Your objective: Pull every line that holds the word "service" from the entries.

Stored data
····················

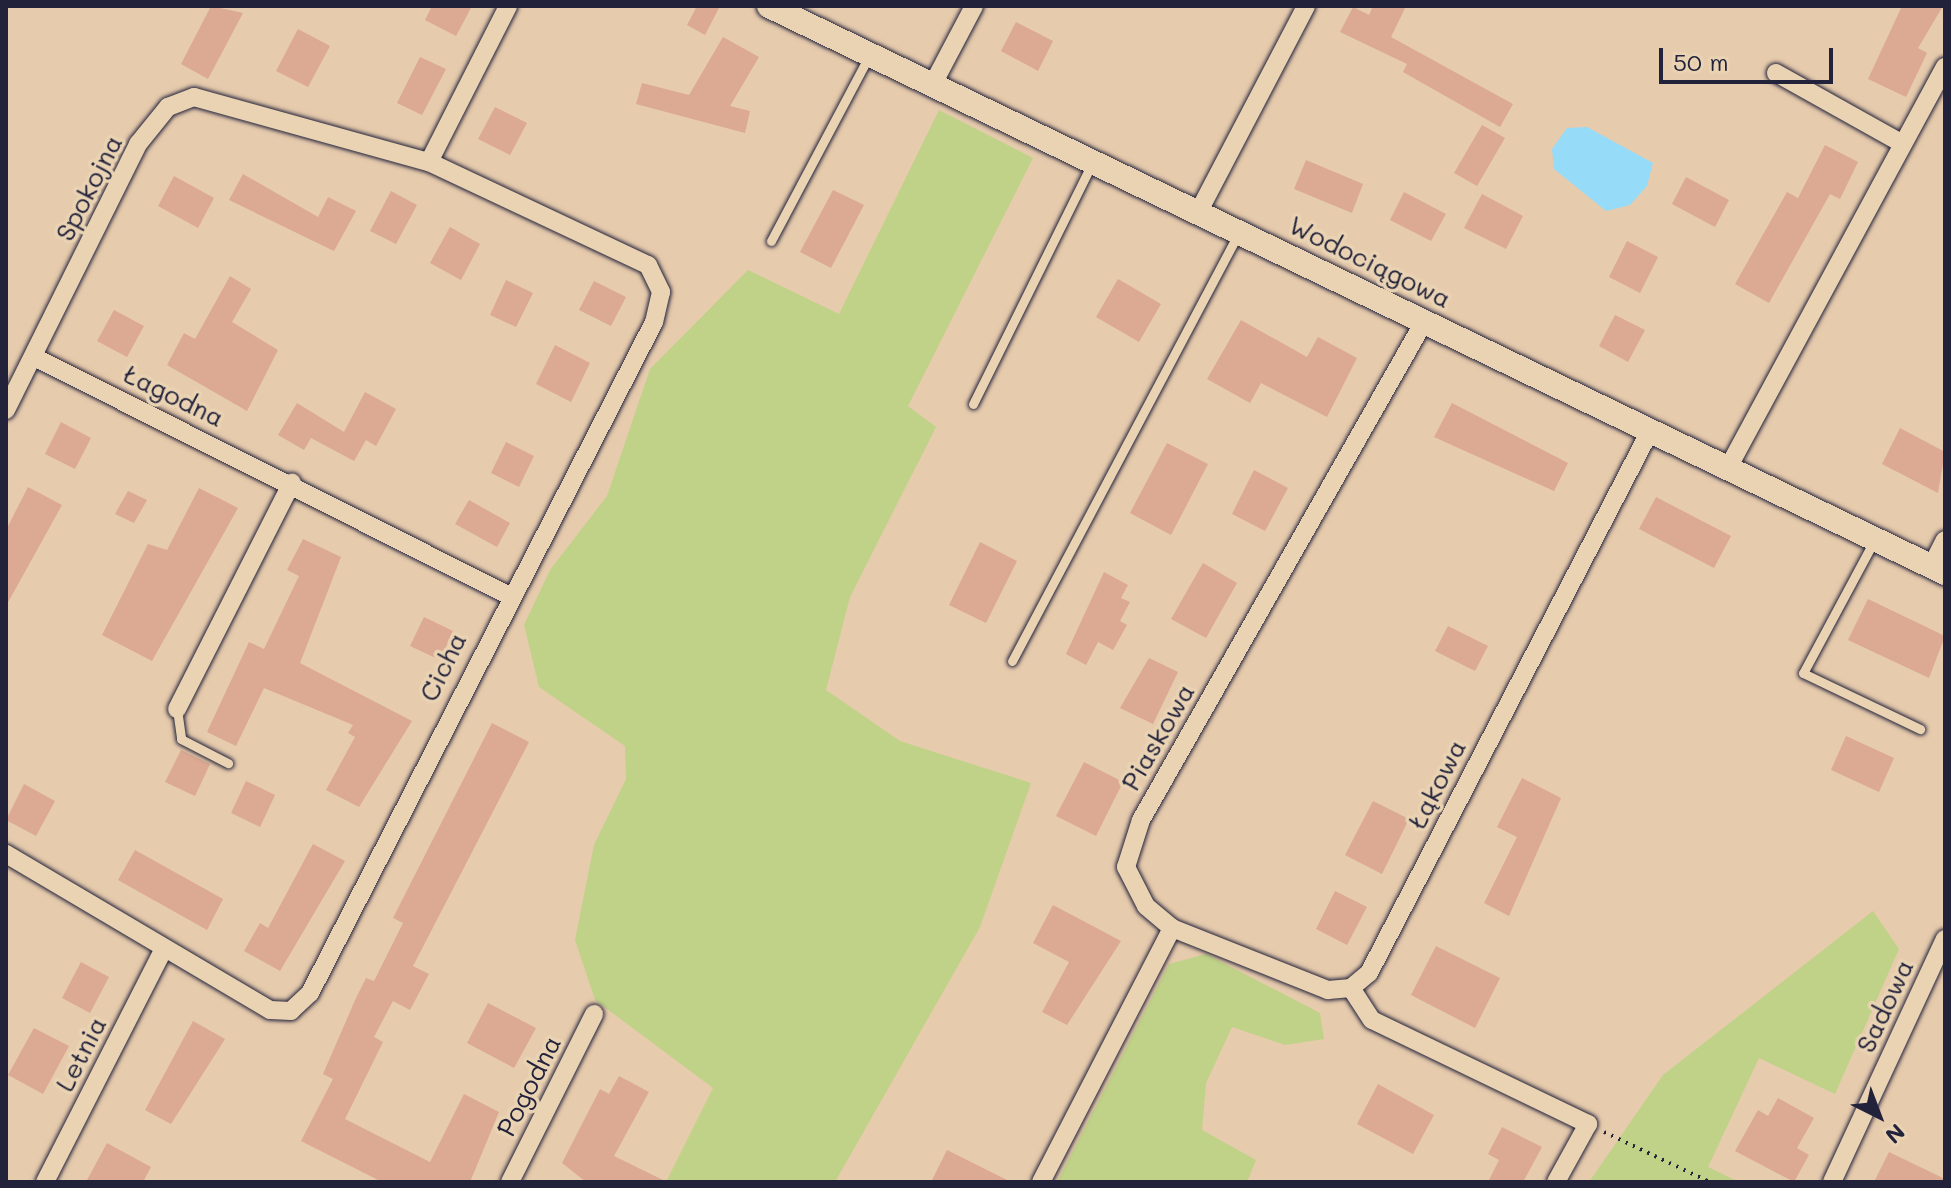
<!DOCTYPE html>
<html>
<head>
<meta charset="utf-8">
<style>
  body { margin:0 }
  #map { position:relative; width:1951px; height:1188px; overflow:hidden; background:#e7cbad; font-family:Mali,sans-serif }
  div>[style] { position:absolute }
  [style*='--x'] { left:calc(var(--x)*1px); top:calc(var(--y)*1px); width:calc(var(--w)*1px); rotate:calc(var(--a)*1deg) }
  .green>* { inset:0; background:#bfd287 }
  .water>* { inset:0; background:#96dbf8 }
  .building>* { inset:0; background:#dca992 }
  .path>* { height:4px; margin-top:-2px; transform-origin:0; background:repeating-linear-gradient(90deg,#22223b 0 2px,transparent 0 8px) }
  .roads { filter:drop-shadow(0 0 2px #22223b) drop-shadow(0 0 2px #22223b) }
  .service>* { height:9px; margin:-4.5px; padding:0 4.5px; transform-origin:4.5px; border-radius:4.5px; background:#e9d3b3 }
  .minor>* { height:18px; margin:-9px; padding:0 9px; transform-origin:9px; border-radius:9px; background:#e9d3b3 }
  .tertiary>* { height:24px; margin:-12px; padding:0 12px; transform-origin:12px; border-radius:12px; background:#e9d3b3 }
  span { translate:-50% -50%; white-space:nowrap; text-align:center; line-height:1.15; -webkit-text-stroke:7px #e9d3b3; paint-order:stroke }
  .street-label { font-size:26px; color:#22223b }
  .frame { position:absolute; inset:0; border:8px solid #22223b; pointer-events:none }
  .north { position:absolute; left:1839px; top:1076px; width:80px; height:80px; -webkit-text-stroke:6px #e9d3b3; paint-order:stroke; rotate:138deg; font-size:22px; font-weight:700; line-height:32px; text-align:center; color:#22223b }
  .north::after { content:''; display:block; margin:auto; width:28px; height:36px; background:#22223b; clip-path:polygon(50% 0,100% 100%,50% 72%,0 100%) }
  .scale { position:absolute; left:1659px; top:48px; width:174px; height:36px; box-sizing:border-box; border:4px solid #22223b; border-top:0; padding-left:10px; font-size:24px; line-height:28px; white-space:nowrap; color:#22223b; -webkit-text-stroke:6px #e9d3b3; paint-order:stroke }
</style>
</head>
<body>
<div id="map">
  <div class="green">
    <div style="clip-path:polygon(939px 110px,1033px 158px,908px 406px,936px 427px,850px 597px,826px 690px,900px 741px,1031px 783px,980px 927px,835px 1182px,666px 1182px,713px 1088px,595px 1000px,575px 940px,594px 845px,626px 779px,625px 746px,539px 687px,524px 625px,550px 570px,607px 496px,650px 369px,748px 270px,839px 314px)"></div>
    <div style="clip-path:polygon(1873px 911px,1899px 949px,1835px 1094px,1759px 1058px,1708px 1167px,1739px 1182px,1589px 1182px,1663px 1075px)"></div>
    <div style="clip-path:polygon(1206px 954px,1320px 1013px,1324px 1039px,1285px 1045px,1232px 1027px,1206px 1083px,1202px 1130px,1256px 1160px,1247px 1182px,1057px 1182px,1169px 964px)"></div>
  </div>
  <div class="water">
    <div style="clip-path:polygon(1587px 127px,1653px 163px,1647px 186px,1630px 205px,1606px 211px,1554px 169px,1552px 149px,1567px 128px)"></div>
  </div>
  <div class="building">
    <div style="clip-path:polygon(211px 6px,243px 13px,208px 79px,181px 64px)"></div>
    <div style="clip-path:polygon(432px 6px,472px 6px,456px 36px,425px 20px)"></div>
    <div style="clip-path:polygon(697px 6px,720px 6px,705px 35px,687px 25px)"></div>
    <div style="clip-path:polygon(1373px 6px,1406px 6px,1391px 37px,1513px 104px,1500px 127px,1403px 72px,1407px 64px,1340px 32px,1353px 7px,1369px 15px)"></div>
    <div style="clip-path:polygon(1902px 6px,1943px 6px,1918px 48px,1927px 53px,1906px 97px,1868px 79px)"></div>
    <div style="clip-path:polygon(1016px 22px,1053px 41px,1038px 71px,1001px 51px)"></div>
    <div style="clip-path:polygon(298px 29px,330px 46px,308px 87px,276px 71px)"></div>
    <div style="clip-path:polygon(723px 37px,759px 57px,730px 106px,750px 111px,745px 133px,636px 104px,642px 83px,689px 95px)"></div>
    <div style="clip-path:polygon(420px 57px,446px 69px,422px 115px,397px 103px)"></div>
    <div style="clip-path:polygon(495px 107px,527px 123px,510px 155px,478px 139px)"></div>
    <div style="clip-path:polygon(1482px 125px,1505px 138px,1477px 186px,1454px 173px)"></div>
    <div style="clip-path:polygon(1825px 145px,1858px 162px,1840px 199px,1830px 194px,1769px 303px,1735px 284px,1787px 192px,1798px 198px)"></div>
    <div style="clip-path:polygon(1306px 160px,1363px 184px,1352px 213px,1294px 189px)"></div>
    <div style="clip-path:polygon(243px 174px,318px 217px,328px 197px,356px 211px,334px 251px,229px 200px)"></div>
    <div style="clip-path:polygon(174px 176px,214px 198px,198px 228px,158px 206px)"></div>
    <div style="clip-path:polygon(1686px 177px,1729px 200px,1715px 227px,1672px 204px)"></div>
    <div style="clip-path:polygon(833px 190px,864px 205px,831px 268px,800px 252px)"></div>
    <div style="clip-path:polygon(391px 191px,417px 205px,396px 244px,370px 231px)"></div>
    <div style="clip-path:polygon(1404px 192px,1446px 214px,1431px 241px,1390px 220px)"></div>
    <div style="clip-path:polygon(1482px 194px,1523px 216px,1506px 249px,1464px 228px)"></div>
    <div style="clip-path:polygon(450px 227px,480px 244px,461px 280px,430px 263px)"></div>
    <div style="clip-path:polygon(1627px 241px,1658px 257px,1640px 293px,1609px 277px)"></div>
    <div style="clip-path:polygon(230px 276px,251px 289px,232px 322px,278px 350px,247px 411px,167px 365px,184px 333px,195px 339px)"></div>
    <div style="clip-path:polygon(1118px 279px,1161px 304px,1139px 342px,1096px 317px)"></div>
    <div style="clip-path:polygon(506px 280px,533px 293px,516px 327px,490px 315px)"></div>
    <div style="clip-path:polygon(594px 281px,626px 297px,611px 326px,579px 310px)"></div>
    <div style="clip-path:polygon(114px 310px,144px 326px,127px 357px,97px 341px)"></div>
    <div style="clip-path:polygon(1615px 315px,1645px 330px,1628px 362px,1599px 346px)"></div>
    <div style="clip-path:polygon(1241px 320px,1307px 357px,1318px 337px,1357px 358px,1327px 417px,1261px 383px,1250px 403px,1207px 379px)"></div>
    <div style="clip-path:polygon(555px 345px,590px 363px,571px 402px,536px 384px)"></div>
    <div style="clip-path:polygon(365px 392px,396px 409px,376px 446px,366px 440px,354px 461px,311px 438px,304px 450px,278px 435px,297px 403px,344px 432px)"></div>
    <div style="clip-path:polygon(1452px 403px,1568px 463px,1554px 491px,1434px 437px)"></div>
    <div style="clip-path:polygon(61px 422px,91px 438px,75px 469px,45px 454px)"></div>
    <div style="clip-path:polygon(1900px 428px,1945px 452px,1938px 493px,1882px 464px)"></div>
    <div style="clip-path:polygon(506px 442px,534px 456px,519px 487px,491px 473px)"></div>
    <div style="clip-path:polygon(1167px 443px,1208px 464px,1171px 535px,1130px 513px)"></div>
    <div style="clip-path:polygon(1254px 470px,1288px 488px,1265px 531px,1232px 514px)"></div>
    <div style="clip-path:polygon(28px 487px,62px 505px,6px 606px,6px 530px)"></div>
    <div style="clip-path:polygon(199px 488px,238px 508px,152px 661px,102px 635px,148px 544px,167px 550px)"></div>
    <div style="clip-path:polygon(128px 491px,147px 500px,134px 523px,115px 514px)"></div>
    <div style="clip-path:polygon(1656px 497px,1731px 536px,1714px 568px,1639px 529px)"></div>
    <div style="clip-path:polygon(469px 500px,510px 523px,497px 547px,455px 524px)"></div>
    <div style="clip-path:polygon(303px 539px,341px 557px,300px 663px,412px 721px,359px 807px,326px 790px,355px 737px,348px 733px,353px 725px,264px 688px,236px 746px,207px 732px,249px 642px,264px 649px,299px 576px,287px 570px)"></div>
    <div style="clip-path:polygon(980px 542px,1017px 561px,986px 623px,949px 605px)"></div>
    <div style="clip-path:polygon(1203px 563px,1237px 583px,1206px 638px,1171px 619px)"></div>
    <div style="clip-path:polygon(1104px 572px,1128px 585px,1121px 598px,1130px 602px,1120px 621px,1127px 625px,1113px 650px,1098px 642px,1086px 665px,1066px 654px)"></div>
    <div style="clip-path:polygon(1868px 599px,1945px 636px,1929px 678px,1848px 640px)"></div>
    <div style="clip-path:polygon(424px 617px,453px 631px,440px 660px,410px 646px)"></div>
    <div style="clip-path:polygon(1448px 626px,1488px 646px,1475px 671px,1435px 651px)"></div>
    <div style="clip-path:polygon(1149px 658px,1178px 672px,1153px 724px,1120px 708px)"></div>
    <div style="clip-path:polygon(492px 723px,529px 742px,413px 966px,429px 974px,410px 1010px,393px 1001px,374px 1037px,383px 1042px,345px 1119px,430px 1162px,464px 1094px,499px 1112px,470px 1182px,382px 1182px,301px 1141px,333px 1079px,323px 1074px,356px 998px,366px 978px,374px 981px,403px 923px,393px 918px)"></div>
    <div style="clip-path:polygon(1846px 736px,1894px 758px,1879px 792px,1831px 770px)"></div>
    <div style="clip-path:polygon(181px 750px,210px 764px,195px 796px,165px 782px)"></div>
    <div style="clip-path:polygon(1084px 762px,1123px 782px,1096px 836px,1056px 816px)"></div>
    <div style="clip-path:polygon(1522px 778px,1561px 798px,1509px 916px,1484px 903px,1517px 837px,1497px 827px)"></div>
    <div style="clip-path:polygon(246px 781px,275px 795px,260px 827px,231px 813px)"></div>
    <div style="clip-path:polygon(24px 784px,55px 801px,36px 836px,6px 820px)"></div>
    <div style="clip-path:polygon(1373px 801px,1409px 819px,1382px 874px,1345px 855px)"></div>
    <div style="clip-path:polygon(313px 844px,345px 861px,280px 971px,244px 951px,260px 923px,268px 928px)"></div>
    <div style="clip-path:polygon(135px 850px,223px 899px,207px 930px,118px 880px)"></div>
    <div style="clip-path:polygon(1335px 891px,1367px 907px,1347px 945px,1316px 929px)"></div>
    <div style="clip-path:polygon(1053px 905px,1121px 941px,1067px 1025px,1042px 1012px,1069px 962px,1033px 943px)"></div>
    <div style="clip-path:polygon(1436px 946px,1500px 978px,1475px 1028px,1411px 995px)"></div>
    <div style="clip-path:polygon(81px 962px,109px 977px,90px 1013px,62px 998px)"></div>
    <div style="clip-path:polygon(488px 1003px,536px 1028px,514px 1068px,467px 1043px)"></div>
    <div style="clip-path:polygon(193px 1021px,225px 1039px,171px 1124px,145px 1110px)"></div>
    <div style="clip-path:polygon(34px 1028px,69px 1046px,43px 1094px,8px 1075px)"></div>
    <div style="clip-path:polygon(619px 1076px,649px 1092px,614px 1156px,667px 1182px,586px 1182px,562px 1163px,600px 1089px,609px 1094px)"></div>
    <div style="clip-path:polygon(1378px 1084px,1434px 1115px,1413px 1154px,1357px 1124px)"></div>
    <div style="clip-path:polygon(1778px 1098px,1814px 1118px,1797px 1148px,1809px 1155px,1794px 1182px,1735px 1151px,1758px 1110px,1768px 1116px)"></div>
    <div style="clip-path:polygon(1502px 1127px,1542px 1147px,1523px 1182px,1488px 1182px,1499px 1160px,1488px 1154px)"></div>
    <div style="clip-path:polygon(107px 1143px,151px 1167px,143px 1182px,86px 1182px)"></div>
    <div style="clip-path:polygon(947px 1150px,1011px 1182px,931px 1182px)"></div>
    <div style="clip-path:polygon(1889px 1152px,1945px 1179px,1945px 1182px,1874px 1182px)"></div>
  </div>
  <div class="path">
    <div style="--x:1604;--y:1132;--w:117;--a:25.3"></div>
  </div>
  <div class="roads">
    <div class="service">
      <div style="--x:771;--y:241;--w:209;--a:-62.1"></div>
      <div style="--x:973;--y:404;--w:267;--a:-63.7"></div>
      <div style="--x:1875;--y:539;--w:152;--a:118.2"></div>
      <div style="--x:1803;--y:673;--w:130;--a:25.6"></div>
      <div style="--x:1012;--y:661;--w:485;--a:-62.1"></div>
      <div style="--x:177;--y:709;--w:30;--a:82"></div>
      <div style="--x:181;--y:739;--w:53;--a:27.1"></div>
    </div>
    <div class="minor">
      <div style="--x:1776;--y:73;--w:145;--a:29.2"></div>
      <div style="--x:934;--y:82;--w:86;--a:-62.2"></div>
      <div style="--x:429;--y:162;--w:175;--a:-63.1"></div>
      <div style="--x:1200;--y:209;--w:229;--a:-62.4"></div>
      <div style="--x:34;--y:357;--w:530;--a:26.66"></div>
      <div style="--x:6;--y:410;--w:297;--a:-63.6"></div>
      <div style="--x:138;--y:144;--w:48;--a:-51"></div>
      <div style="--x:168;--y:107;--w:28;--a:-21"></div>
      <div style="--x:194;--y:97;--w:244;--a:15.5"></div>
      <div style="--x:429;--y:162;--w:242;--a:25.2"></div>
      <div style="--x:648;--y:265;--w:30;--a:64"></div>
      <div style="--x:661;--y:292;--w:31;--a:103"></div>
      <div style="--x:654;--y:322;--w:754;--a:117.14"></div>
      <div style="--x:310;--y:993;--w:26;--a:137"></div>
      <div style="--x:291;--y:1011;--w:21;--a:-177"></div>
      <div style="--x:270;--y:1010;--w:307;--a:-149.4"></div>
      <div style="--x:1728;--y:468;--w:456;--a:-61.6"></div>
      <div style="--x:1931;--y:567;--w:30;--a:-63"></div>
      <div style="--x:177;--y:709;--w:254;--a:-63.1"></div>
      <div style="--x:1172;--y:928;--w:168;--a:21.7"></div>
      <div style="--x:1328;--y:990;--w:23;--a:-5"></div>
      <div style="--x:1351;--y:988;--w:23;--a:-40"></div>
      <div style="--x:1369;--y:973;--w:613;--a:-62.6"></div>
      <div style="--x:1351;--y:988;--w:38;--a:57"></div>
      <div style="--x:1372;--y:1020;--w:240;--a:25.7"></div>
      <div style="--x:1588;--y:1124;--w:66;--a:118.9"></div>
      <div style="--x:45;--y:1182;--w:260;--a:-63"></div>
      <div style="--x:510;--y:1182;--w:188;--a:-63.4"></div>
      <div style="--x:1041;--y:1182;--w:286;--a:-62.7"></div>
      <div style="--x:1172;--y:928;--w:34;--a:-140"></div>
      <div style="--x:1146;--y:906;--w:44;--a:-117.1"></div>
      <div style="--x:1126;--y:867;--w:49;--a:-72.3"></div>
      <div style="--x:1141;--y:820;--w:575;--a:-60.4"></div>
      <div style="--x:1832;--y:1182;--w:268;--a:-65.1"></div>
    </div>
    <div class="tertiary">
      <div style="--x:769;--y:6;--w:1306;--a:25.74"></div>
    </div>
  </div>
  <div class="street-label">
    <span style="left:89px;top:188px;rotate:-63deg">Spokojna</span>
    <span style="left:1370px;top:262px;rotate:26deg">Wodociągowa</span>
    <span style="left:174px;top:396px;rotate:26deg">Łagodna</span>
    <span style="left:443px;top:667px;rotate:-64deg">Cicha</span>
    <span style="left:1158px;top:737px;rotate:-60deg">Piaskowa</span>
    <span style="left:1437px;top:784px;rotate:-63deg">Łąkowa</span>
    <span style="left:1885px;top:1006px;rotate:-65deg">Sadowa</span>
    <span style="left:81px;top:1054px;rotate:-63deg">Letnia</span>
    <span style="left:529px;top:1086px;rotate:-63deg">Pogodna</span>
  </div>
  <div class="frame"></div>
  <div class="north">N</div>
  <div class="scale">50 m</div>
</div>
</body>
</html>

····················

Response area:
  .service>* { height:9px; margin:-4.5px; padding:0 4.5px; transform-origin:4.5px; border-radius:4.5px; background:#e9d3b3 }
    <div class="service">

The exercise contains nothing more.